**Action item**
Would you print the material exactly, starting at its first line and ending at the line holding "filter:drop-shadow(1px 0 #4a1f2b)"?

**Input records**
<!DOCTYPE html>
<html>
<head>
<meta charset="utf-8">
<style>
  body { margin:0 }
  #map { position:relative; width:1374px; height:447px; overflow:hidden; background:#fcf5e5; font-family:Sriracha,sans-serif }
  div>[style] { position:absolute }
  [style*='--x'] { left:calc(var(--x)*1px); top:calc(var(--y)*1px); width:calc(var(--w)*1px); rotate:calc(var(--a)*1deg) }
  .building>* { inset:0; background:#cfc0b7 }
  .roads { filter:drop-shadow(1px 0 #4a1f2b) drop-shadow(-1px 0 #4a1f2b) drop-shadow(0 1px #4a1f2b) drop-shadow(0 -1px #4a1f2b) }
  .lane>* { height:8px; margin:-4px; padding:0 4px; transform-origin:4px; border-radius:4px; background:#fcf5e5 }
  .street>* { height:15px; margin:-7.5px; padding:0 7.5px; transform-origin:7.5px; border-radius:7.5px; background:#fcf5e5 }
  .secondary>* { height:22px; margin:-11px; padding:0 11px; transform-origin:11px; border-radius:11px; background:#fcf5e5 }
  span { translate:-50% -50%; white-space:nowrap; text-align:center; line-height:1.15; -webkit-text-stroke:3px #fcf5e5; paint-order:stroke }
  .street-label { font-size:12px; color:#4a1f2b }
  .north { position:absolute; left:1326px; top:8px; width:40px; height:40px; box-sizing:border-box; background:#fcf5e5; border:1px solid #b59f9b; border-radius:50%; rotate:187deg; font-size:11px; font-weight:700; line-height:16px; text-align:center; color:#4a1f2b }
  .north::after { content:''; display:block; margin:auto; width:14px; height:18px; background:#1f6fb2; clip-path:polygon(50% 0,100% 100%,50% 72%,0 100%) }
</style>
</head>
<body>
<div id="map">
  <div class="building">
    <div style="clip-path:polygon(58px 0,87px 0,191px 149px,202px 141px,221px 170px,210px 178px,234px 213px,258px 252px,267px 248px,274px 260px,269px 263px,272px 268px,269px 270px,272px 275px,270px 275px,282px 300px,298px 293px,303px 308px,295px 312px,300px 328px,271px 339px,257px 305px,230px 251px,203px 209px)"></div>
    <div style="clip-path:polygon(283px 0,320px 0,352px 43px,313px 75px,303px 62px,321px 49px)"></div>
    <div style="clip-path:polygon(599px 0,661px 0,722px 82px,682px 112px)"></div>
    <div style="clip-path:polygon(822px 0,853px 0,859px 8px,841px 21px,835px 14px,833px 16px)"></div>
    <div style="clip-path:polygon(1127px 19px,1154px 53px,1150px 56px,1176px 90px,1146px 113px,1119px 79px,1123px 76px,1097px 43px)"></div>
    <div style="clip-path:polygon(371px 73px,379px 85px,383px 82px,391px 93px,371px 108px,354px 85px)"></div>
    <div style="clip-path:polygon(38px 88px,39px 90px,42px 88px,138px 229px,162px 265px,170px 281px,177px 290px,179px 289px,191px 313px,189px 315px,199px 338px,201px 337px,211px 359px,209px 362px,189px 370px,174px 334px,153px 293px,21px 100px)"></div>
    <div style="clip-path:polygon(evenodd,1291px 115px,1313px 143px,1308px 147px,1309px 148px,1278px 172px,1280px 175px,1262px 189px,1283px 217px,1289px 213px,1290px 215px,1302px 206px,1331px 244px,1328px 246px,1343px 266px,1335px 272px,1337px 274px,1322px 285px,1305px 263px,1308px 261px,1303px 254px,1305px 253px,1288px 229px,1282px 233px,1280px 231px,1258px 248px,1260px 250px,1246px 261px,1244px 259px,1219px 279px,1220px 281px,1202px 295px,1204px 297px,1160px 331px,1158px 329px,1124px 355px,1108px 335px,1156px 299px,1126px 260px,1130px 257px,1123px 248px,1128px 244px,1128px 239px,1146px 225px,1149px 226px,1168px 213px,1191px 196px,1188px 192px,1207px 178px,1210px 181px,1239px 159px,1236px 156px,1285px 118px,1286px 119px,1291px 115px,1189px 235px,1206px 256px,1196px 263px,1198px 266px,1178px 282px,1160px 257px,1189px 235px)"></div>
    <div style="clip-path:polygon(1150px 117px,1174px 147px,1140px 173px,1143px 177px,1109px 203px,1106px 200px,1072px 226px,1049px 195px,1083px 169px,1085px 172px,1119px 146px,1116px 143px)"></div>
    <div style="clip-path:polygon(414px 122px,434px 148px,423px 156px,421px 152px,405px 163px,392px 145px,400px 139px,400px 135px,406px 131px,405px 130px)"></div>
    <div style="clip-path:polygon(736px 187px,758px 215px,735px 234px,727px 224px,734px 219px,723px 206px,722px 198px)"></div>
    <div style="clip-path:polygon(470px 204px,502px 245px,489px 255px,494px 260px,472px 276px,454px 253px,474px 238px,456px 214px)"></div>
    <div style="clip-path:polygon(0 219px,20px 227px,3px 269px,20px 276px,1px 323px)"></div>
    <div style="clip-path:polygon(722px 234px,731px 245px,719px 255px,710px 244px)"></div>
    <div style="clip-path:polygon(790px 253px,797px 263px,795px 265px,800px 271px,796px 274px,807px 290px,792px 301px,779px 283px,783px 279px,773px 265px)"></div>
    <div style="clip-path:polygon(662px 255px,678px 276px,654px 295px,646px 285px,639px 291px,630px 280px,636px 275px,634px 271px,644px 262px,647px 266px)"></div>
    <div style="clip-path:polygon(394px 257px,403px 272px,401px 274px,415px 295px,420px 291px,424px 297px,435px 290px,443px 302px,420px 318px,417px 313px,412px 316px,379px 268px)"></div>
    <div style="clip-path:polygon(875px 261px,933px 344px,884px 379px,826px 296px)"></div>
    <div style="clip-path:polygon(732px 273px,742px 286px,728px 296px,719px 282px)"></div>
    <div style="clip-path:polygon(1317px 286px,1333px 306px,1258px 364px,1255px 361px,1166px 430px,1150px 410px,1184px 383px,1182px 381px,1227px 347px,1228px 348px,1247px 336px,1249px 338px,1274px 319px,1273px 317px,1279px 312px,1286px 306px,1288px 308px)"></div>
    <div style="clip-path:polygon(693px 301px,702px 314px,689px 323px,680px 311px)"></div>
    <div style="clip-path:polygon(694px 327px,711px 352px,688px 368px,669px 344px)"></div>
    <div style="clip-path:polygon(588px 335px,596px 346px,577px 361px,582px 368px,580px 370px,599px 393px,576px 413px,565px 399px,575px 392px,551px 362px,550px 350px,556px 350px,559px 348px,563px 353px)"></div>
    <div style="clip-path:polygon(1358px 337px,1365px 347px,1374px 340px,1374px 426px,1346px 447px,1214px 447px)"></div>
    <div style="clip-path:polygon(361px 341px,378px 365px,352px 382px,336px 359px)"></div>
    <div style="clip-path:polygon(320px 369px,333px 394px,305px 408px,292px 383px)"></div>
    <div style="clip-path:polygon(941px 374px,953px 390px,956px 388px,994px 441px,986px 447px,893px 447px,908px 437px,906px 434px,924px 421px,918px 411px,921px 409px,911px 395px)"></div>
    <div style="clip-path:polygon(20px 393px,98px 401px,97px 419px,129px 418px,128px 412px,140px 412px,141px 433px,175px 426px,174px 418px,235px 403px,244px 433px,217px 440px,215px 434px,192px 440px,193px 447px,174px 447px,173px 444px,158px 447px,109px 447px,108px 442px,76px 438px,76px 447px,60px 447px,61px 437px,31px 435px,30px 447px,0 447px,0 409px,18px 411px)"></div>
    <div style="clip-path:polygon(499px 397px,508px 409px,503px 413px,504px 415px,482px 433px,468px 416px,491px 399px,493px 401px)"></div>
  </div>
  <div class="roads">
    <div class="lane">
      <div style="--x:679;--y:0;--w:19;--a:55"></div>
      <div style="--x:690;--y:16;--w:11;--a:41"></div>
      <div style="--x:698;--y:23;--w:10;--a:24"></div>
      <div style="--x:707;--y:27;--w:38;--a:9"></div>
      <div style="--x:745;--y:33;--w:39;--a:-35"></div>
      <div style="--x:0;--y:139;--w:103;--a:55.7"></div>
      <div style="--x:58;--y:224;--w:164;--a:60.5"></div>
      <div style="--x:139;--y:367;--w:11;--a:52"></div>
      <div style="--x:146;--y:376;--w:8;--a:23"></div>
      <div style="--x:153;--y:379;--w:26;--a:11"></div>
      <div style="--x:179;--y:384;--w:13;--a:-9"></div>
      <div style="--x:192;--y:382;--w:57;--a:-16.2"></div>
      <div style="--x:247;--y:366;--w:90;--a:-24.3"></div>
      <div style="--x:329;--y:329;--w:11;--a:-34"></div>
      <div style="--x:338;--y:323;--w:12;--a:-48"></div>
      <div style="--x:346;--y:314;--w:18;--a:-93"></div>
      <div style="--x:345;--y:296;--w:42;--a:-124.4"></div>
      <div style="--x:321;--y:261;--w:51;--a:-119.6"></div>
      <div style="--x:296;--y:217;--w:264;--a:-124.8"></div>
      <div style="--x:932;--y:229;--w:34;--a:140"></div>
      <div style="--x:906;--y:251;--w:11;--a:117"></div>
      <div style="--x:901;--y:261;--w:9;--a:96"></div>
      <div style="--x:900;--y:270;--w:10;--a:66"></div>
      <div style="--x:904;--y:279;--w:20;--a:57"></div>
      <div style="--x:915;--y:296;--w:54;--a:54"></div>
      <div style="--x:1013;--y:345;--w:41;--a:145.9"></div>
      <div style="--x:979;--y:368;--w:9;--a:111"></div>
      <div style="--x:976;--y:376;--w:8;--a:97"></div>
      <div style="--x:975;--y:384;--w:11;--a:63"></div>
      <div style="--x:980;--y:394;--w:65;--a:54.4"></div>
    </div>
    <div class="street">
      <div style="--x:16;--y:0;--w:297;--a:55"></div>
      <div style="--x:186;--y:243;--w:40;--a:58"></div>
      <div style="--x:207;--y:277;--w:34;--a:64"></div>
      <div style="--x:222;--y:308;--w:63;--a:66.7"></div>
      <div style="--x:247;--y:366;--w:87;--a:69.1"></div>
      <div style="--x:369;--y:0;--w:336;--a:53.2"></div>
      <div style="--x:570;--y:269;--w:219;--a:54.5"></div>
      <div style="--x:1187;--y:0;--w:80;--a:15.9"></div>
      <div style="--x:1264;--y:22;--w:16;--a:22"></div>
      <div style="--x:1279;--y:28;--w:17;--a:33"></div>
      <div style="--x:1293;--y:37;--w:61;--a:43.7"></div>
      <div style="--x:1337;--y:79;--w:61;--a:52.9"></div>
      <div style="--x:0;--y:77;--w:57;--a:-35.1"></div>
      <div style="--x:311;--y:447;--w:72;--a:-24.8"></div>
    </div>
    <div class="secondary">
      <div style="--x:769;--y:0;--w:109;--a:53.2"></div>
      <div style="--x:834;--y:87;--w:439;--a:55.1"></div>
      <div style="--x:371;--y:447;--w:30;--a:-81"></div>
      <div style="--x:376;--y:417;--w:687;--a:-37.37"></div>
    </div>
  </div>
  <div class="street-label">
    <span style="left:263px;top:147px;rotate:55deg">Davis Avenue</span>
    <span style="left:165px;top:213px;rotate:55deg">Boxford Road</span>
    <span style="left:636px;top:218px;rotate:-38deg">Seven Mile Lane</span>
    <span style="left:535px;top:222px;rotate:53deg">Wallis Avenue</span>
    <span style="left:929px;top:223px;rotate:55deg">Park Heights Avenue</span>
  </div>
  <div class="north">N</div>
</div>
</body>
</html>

**Answer section**
<!DOCTYPE html>
<html>
<head>
<meta charset="utf-8">
<style>
  body { margin:0 }
  #map { position:relative; width:1374px; height:447px; overflow:hidden; background:#fcf5e5; font-family:Sriracha,sans-serif }
  div>[style] { position:absolute }
  [style*='--x'] { left:calc(var(--x)*1px); top:calc(var(--y)*1px); width:calc(var(--w)*1px); rotate:calc(var(--a)*1deg) }
  .building>* { inset:0; background:#cfc0b7 }
  .roads { filter:drop-shadow(1px 0 #4a1f2b) drop-shadow(-1px 0 #4a1f2b) drop-shadow(0 1px #4a1f2b) drop-shadow(0 -1px #4a1f2b) }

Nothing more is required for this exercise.